To avoid nonsense detections which would also cause subsequent performance to deteriorate (because the next mask will be built around that detection) I perform a sanity check based on the squared l2 distance between the polynomial coefficients of the current and previous lane fittings. If this distance is above an empirically determined threshold I discard the current detection and reuse the previous one.
To smoothen the detections and reduce the noise I use an exponential moving average of the polynomial coefficients. This increases robustness and gives better visual results. Notice for example in the demo, when the car is going over a bump and therefore the camera is shaking up and down, the lane detection follows this up and down movement instead of maintaining a perfect fit to the lanes. This is desireable since the large movement is just an artefact caused by the bump and the car's suspension but it does not represent a change in the position of the car relative to the lane lines.
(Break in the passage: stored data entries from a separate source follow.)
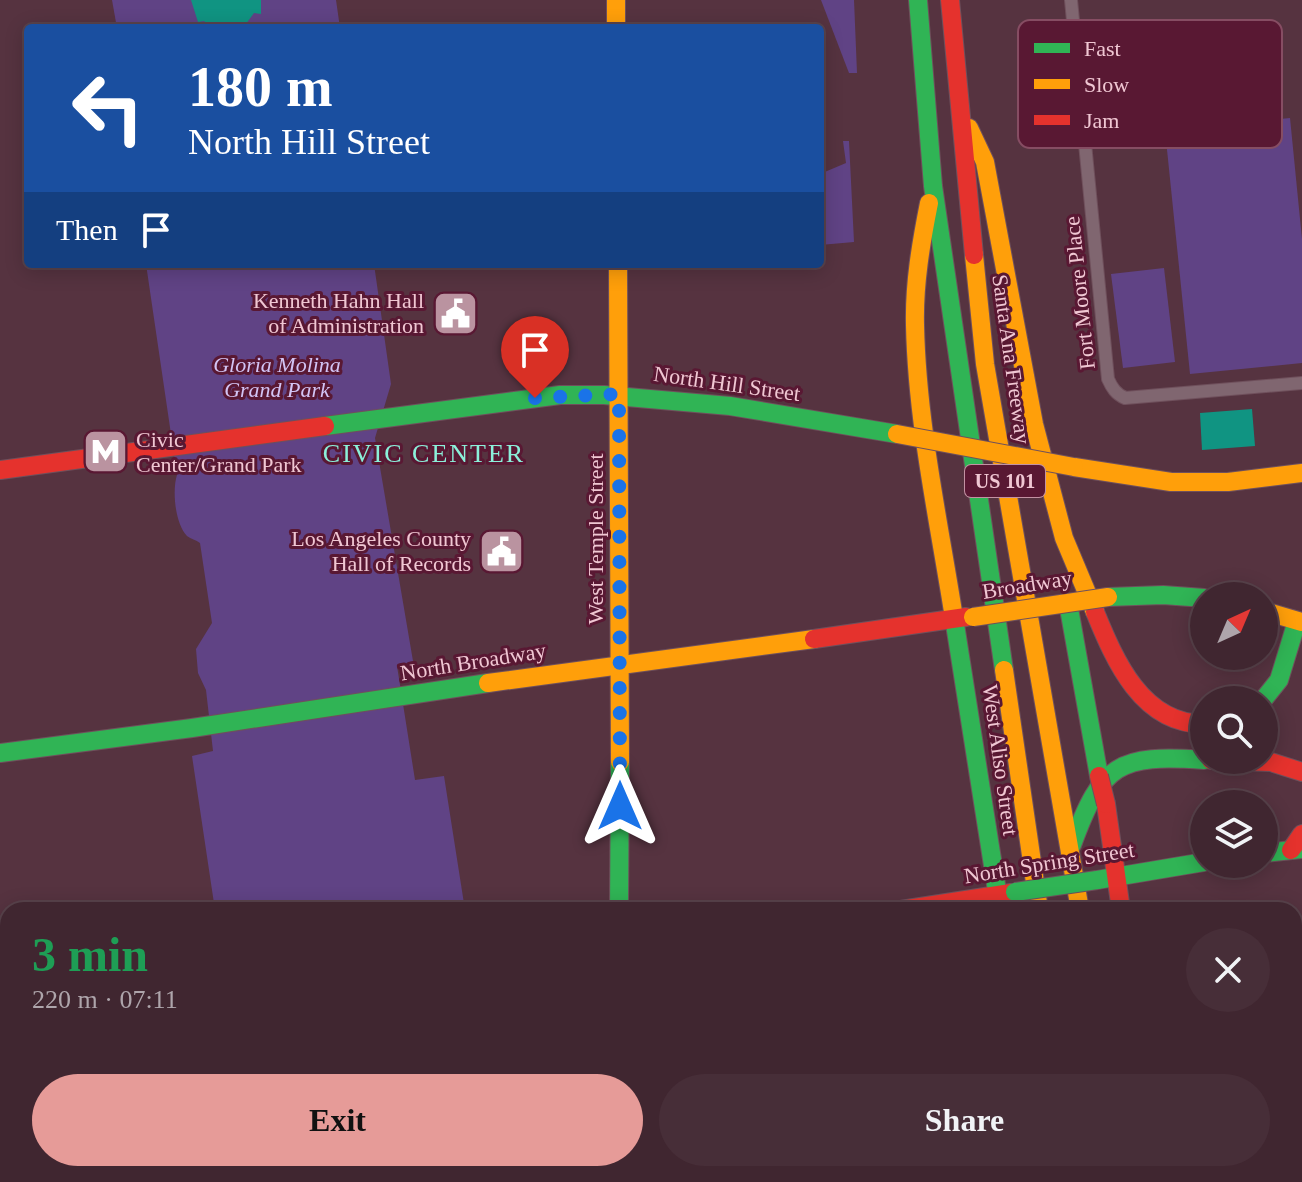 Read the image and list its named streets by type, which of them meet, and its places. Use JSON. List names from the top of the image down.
{
  "streets": {
    "main road": [
      "Santa Ana Freeway",
      "North Hill Street",
      "US 101",
      "West Temple Street",
      "Broadway",
      "North Broadway",
      "West Aliso Street",
      "North Spring Street"
    ],
    "street": ["Fort Moore Place"]
  },
  "crossings": [
    ["North Hill Street", "West Temple Street"],
    ["US 101", "West Aliso Street"],
    ["West Temple Street", "North Broadway"],
    ["Broadway", "North Broadway"],
    ["Broadway", "West Aliso Street"],
    ["North Broadway", "West Aliso Street"],
    ["West Aliso Street", "North Spring Street"]
  ],
  "districts": ["CIVIC CENTER"],
  "parks": ["Gloria Molina Grand Park"],
  "places": {
    "public building": ["Kenneth Hahn Hall of Administration", "Los Angeles County Hall of Records"],
    "metro station": ["Civic Center/Grand Park"]
  },
  "legend": ["Fast", "Slow", "Jam"],
  "north": "top right",
  "page": {
    "turn": ["180 m", "North Hill Street"],
    "then": "Then",
    "heading": ["3 min", "220 m · 07:11"],
    "buttons": ["Exit", "Share"]
  }
}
Information about how many lanes were detected, the l2 distance of the polynomial coefficients to the previous ones, the vehicle's distance to the center of the lane and the radii of the lane lines are displayed in each frame of the video:
The final result works on both the project video as well as the challenge video. However, the first version which worked on the project video failed on the challenge video. It turned out that I highly overfitted the parameters to the project video. After quite some experimentation with the parameters I managed to make it work on both videos but again it failed on the even harder second challenge video. While machine learning approaches also suffer from overfitting, here the problem seems to be even more pronounced because due to the manual exploration of the parameter space one is quite limited in the amount of different data samples that one can look at. To improve this aspect I added frames from the challenge video to the parameter exploration process (found in challenge_images/
) but it was not enough to generalize to the second challenge video. The current implementation will also fail when lanes are changed which should be improved upon by detecting when lanes go out of view and/or cross the middle of the image. Another disadvantage is the required recalibration if the camera lens or its mounting position change.